Results according to GRS quintile showed monotonic associations without strong evidence for nonlinear associations.
Among never-smokers in MESA Lung (n = 1,228), significant associations with the GRS were observed for all lung structural elements, and there was no evidence of effect modification by smoking status in either cohort (Pinteraction > 0.20; Table E4 and Figures E3–E5).
Compared with participants <65 years old, elderly SPIROMICS participants demonstrated a larger effect estimate for small airway count (Pinteraction = 0.0066) and, notably, demonstrated the same effect estimate for percent emphysema as was observed in elderly MESA Lung participants (1.05 per SD of the GRS; Table E4 and Figures E3–E5).

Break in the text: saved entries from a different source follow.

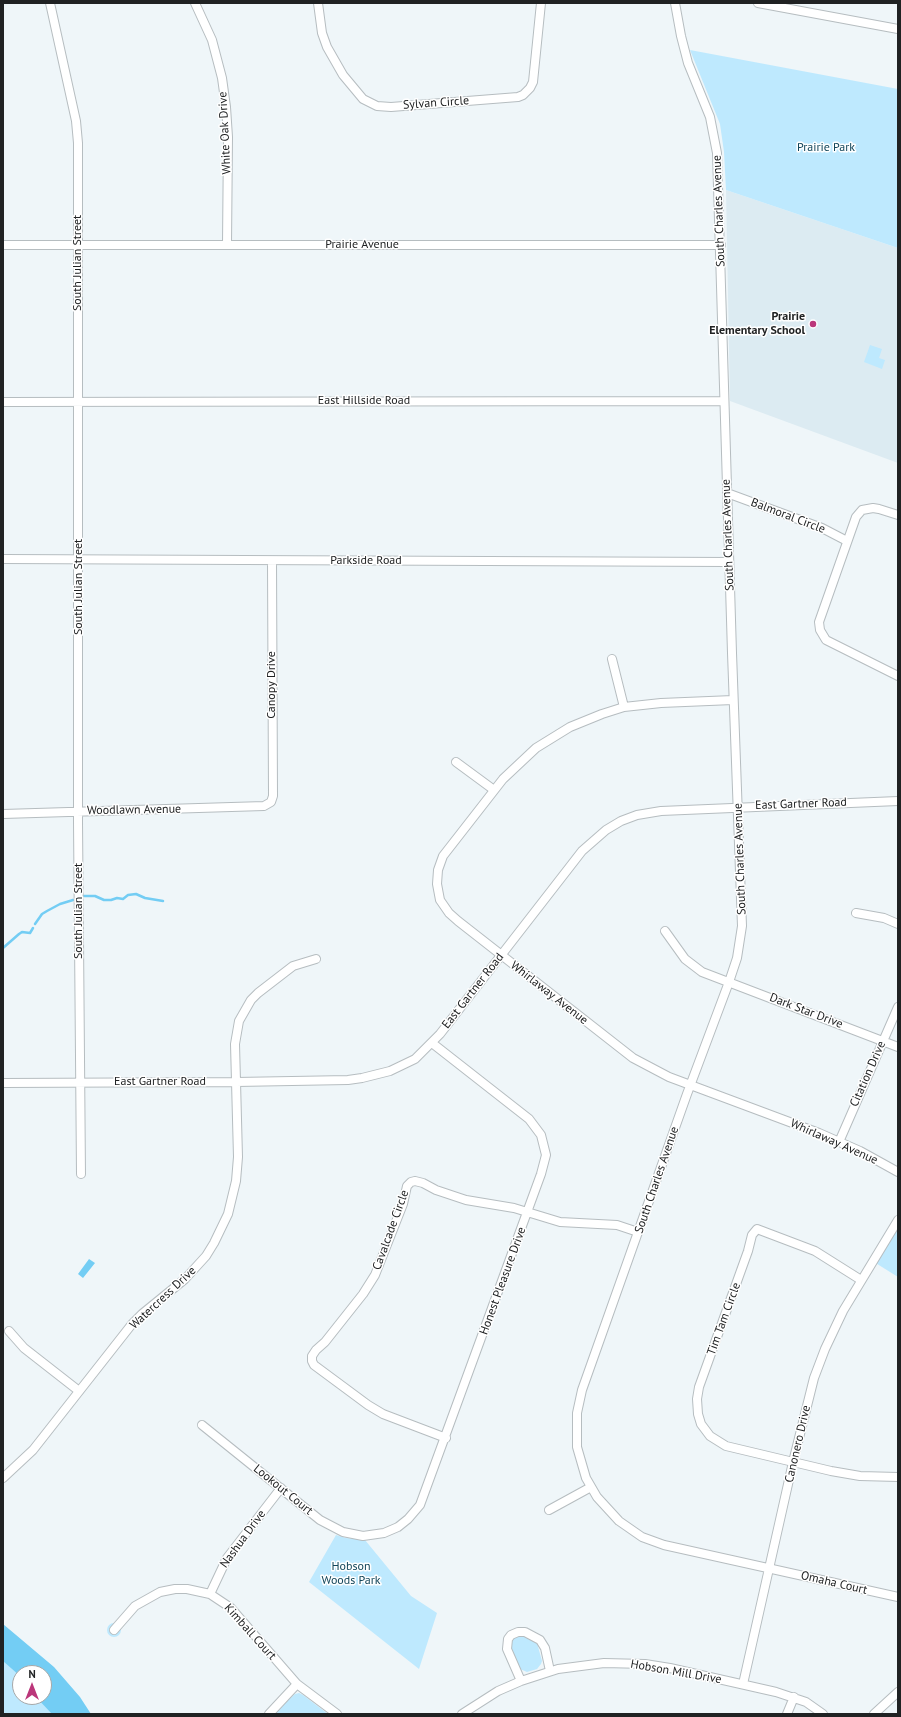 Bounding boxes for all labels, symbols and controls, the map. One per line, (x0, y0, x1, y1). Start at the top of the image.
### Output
street label: White Oak Drive (216, 91, 234, 175)
street label: Sylvan Circle (403, 94, 469, 112)
park label: Prairie Park (797, 141, 855, 155)
street label: South Charles Avenue (710, 155, 728, 267)
street label: South Julian Street (71, 215, 85, 311)
street label: Prairie Avenue (325, 238, 399, 252)
place label: Prairie Elementary School (709, 310, 805, 338)
marker: Prairie Elementary School (808, 319, 818, 329)
street label: East Hillside Road (318, 394, 410, 408)
street label: South Charles Avenue (719, 479, 737, 591)
street label: Balmoral Circle (749, 495, 827, 537)
street label: South Julian Street (72, 539, 86, 635)
street label: Parkside Road (330, 554, 402, 568)
street label: Canopy Drive (265, 651, 279, 719)
street label: East Gartner Road (755, 795, 847, 813)
street label: Woodlawn Avenue (87, 802, 181, 818)
street label: South Charles Avenue (731, 803, 749, 915)
street label: South Julian Street (72, 863, 86, 959)
street label: East Gartner Road (439, 950, 507, 1032)
street label: Whirlaway Avenue (507, 958, 591, 1028)
street label: Dark Star Drive (767, 990, 845, 1032)
street label: Citation Drive (847, 1039, 889, 1109)
street label: East Gartner Road (114, 1075, 206, 1089)
street label: Whirlaway Avenue (788, 1116, 880, 1168)
street label: South Charles Avenue (632, 1125, 682, 1235)
street label: Cavalcade Circle (370, 1188, 412, 1272)
street label: Honest Pleasure Drive (477, 1225, 529, 1337)
street label: Watercress Drive (127, 1264, 199, 1332)
street label: Tim Tam Circle (704, 1281, 744, 1357)
street label: Canonero Drive (782, 1404, 814, 1484)
street label: Lookout Court (251, 1462, 315, 1518)
street label: Nashua Drive (217, 1507, 269, 1571)
park label: Hobson Woods Park (321, 1560, 381, 1588)
street label: Omaha Court (800, 1568, 868, 1598)
street label: Kimball Court (221, 1601, 279, 1663)
street label: Hobson Mill Drive (629, 1657, 723, 1687)
north arrow (12, 1665, 52, 1705)
text: N (28, 1667, 36, 1681)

Associations between the GRS and lung structure on CT were similar across strata of race/ethnicity in MESA Lung (Table E4 and Figures E3–E5). In SPIROMICS, African American participants demonstrated weaker GRS–structure associations, but no definite evidence for effect modification was observed (Pinteraction = 0.054–0.91).
Further adjustment for lung function substantially attenuated associations between the GRS and PRMfSAD in SPIROMICS (Table E5). By contrast, associations between the GRS and percent emphysema were independent of lung function in MESA Lung, as were associations with airway dimensions and airway counts in both cohorts.
Similar results were obtained using the unweighted GRS (Tables E6 and E7).
Associations between the GRS and FEV1 and FEV1/FVC were attenuated by adjustment for lung structure on CT (Figure 1), consistent with substantial mediation of GRS–lung function associations by lung structure. In MESA Lung, the small airway count alone attenuated 93% of the association with FEV1 and 82% of the association with FEV1/FVC. In SPIROMICS, the greatest attenuation was observed for PRMfSAD: 68% for FEV1 and 60% for FEV1/FVC. Percent emphysema was associated with a significant attenuation in MESA Lung, but not in SPIROMICS. In both cohorts, small airway dimensions were associated with a modest but significant attenuation. Adjustment for all CT lung structure elements in the same model resulted in full attenuation of the associations in MESA Lung, and 60–76% attenuation in SPIROMICS.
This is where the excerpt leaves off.